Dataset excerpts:
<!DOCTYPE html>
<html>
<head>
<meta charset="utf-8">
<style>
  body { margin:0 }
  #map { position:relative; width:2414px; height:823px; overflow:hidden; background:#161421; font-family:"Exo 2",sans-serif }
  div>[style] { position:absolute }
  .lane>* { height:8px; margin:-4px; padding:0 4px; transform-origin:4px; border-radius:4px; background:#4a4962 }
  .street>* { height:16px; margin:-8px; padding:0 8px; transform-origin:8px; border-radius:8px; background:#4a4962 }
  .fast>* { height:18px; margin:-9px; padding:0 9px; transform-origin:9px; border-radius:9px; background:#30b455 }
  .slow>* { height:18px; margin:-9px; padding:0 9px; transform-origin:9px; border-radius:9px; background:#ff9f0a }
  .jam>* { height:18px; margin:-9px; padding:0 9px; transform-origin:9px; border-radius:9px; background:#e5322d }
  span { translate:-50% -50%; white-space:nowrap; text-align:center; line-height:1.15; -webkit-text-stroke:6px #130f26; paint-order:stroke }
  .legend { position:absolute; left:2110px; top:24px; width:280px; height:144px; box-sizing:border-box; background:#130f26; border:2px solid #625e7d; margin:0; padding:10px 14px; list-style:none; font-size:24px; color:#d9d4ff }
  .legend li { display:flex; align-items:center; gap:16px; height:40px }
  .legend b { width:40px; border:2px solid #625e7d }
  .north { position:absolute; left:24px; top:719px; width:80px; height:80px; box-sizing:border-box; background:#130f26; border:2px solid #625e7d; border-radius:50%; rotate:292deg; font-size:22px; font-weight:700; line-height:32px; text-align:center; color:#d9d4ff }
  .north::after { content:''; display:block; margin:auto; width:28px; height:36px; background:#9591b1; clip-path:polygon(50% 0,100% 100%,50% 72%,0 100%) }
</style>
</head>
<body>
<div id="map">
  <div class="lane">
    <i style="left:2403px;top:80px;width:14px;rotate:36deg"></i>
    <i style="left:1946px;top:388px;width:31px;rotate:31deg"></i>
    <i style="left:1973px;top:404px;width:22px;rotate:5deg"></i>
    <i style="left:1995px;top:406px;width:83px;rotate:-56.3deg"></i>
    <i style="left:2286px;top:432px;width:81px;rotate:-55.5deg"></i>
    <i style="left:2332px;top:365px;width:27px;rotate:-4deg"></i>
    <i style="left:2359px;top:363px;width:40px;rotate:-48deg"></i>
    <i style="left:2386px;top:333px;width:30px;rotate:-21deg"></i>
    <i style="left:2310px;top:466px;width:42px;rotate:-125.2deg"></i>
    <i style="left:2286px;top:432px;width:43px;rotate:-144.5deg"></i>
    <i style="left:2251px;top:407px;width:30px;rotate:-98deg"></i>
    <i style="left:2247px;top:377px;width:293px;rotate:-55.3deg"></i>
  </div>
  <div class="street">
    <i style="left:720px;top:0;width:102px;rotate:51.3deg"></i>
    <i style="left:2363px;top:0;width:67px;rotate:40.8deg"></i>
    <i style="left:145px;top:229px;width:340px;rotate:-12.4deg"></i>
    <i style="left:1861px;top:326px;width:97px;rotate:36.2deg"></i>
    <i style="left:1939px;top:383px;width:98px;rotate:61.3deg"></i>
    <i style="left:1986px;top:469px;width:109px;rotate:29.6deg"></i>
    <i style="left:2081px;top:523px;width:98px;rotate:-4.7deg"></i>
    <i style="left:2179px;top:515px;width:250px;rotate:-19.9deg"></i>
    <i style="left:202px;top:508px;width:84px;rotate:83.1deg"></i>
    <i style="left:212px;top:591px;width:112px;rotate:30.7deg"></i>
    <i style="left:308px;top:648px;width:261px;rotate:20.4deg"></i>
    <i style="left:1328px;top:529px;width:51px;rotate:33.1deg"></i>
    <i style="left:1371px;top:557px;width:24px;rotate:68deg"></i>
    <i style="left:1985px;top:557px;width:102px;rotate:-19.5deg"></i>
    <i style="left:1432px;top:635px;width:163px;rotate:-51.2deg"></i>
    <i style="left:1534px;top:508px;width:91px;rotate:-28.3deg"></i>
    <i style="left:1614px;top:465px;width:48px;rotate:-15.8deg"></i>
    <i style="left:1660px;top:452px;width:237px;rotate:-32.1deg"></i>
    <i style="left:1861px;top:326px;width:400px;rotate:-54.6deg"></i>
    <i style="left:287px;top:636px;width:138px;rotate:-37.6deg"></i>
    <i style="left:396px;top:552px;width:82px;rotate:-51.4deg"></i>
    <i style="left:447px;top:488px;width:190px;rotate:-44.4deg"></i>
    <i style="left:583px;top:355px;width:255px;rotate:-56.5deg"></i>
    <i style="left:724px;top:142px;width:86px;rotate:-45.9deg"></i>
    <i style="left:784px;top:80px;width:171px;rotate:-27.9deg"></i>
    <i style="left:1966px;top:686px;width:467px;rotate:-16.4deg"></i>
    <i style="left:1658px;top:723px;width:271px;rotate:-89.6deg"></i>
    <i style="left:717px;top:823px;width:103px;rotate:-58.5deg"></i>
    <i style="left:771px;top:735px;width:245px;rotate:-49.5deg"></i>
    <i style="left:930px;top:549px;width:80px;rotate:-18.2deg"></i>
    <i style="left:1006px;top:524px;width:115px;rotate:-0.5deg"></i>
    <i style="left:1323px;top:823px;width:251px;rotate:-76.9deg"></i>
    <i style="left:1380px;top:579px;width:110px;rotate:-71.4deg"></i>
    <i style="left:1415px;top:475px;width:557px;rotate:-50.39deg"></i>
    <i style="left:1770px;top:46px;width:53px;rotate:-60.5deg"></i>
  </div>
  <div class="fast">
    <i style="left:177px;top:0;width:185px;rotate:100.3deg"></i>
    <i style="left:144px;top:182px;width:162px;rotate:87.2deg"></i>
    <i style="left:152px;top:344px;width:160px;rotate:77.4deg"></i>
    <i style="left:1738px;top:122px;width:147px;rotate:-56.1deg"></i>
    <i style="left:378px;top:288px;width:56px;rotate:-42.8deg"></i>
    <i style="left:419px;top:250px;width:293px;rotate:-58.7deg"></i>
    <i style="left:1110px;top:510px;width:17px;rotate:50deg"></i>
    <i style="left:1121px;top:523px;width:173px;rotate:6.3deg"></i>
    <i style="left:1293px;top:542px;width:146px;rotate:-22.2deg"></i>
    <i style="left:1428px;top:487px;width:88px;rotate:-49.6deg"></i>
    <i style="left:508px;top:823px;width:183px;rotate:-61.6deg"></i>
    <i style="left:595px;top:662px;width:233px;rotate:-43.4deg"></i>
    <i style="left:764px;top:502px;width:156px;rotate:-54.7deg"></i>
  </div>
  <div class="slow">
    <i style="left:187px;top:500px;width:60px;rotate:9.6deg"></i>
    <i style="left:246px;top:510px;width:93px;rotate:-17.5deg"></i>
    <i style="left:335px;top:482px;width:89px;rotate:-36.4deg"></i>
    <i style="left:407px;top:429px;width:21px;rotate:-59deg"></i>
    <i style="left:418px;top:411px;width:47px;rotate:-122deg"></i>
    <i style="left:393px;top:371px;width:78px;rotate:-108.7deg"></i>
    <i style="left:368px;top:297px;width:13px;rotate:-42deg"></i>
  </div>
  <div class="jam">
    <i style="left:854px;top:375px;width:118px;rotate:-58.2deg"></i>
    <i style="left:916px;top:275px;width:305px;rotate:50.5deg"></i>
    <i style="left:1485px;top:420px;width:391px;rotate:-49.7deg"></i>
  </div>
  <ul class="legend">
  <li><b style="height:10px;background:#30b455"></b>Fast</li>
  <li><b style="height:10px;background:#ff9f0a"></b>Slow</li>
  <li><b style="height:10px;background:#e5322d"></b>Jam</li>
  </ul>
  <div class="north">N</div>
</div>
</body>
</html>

Exercise: The first line of the entries above and every line after it, up to and including the line with "display:flex; align-items:center; gap:16px;", should be set down exactly.

Task result:
<!DOCTYPE html>
<html>
<head>
<meta charset="utf-8">
<style>
  body { margin:0 }
  #map { position:relative; width:2414px; height:823px; overflow:hidden; background:#161421; font-family:"Exo 2",sans-serif }
  div>[style] { position:absolute }
  .lane>* { height:8px; margin:-4px; padding:0 4px; transform-origin:4px; border-radius:4px; background:#4a4962 }
  .street>* { height:16px; margin:-8px; padding:0 8px; transform-origin:8px; border-radius:8px; background:#4a4962 }
  .fast>* { height:18px; margin:-9px; padding:0 9px; transform-origin:9px; border-radius:9px; background:#30b455 }
  .slow>* { height:18px; margin:-9px; padding:0 9px; transform-origin:9px; border-radius:9px; background:#ff9f0a }
  .jam>* { height:18px; margin:-9px; padding:0 9px; transform-origin:9px; border-radius:9px; background:#e5322d }
  span { translate:-50% -50%; white-space:nowrap; text-align:center; line-height:1.15; -webkit-text-stroke:6px #130f26; paint-order:stroke }
  .legend { position:absolute; left:2110px; top:24px; width:280px; height:144px; box-sizing:border-box; background:#130f26; border:2px solid #625e7d; margin:0; padding:10px 14px; list-style:none; font-size:24px; color:#d9d4ff }
  .legend li { display:flex; align-items:center; gap:16px; height:40px }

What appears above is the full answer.